Tostmann-Grosser: Ich bin ziemlich perfektionistisch, kombiniert mit Chaotentum. Ich kann nur unter Druck gut arbeiten, werde erst gegen Ende kreativ, und dann hätte ich es gerne perfekt.

STANDARD: Es ist nicht lange her, da waren Sie drei Generationen Frauen im Betrieb. Wie geht das bei so unterschiedlichen Charakteren?

Tostmann-Grosser: Das ist sehr lustig. Mein Mann ist ja auch im Unternehmen. Er hält sich aus dem kreativen Bereich zurück. Die Mutti sagt immer, sie hält sich zurück, was aber leere Worte sind. Ich bin für Einkauf und Kollektionen zuständig. Wenn es gut ist, dann passt es, wenn nicht, bekomme ich es auch zu hören (lacht).
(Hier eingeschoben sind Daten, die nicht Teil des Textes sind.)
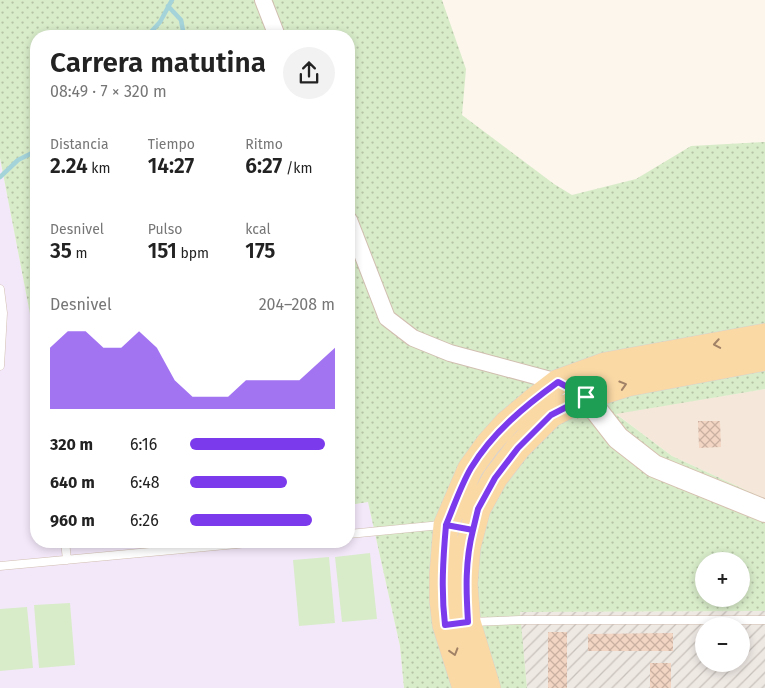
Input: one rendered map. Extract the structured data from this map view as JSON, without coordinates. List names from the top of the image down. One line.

Tostmann: Für die Mitarbeiter bist du auch zuständig. Das ist ganz wichtig. Die Mutti war die Seele von allem. Sie war ähnlich wie die Anna. Einerseits Perfektionistin, aber mein Vater hat gesagt, sie sei auch Chaotin. Sie war eine künstlerische Begabung.
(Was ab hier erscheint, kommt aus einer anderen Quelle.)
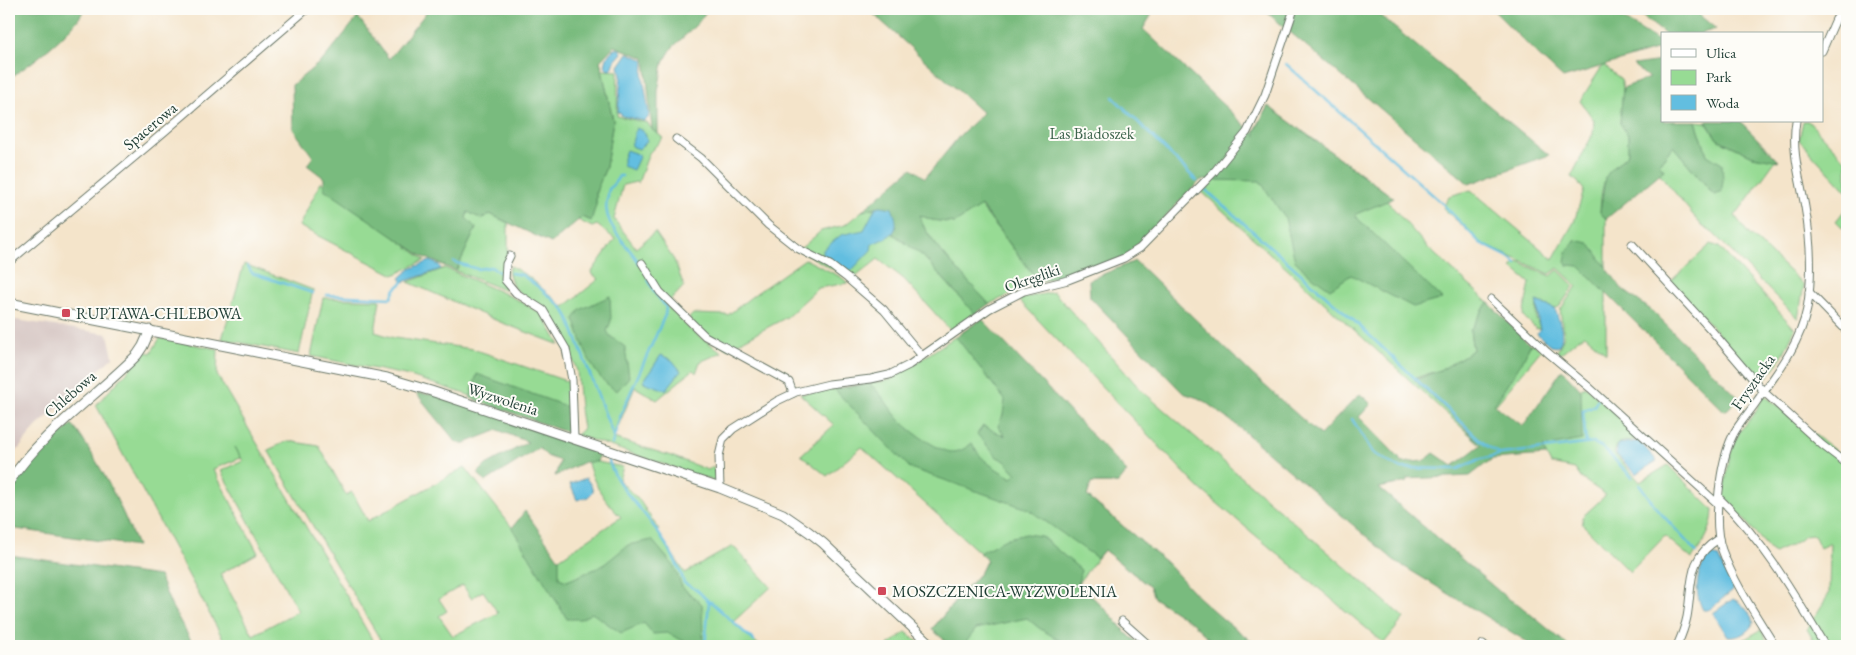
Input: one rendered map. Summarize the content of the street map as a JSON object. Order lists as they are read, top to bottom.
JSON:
{
  "streets": {
    "street": [
      "Spacerowa",
      "Okręgliki",
      "Frysztacka",
      "Chlebowa",
      "Wyzwolenia"
    ]
  },
  "crossings": [
    ["Okręgliki", "Wyzwolenia"],
    ["Chlebowa", "Wyzwolenia"]
  ],
  "parks": ["Las Biadoszek"],
  "places": {
    "transit": ["RUPTAWA-CHLEBOWA", "MOSZCZENICA-WYZWOLENIA"]
  },
  "legend": ["Ulica", "Park", "Woda"]
}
STANDARD: Sie haben Volkskunde studiert und dann den Betrieb übernommen. Wie kam es dazu?

Tostmann: Meine Mutter war eine Bewunderin von Franz Lipp, Direktor der Volkskundeabteilung des Landesmuseums in Linz. Er hat gesagt, lassen Sie sie doch Volkskunde studieren. Und ich, folgsam wie ich war, habe das auch sehr gut gefunden. Das war ja in den 1960-Jahren ein sehr verpöntes Studium, weil es noch sehr braun besetzt war. Aber die Mutti hat schon beim Dirndl gesagt, was kann das Dirndl dafür, dass es politisch missbraucht wurde. Und ich habe mir gedacht, was kann die Volkskunde dafür, dass sie so eingesetzt worden ist.

STANDARD: Sie haben Jus studiert. War immer klar, dass Sie die Firma übernehmen?
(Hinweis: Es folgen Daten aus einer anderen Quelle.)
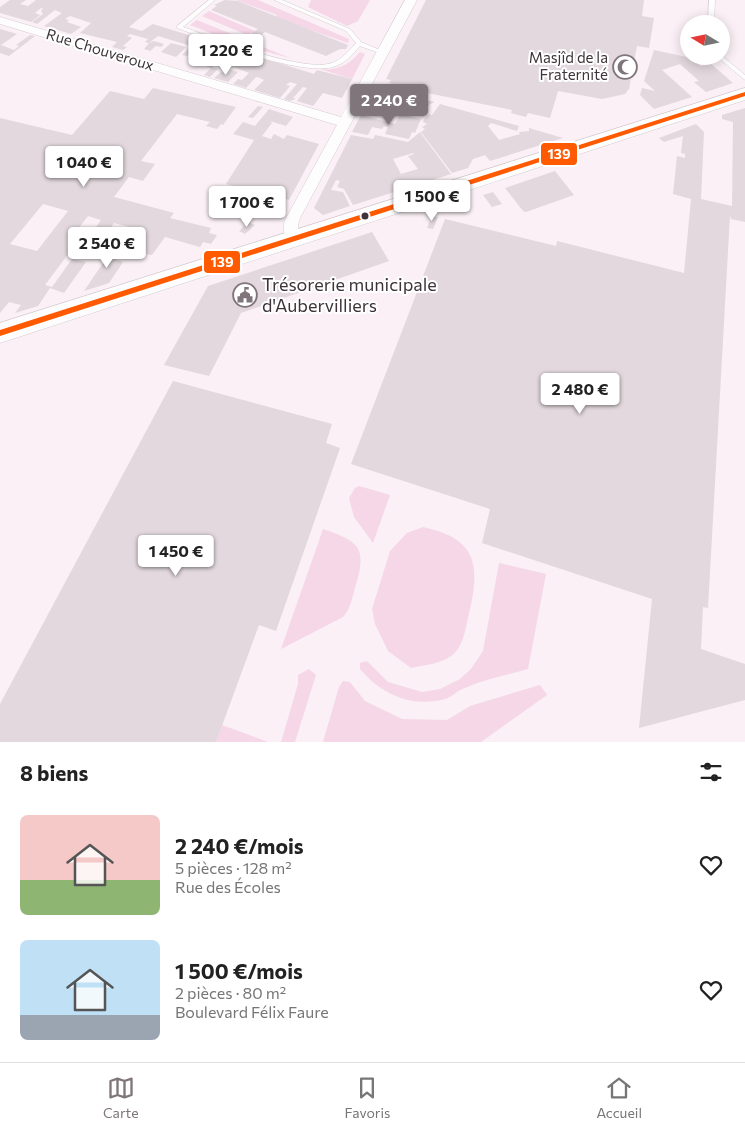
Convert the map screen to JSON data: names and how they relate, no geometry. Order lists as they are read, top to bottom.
{
  "streets": {
    "street": ["Rue Chouveroux"]
  },
  "places": {
    "mosque": ["Masjîd de la Fraternité"],
    "public building": ["Trésorerie municipale d'Aubervilliers"]
  },
  "lines": ["transit line 139"],
  "north": "left",
  "page": {
    "price": [
      "1 220 €",
      "2 240 €",
      "1 040 €",
      "1 500 €",
      "1 700 €",
      "2 540 €",
      "2 480 €",
      "1 450 €"
    ],
    "heading": "8 biens",
    "list": [
      {
        "name": "2 240 €/mois",
        "note": "5 pièces · 128 m² · Rue des Écoles"
      },
      {
        "name": "1 500 €/mois",
        "note": "2 pièces · 80 m² · Boulevard Félix Faure"
      }
    ],
    "tabs": ["Carte", "Favoris", "Accueil"]
  }
}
Tostmann-Grosser: Zu jener Zeit, wo die Entscheidung angestanden ist, wollte meine Mutter verkaufen. Eher wegen der Branche, nicht wegen mir. Wie es dann so weit war, war das vom Tisch. Dann habe ich es mir angeschaut.

STANDARD: Ein Dirndlkleid ist handwerklich aufwendig. Sie nähen in Österreich. Geht sich das betriebswirtschaftlich aus?

Was Mutter und Tochter verbindet, ist die Leidenschaft für das Handwerkliche, Ästhetische, Zeitlose, das sie in ihrem Betrieb verkörpert sehen und die soziale Ader. Sie beschäftigen Asylwerber und hielten ein Grundeinkommen für die Lösung vieler Probleme.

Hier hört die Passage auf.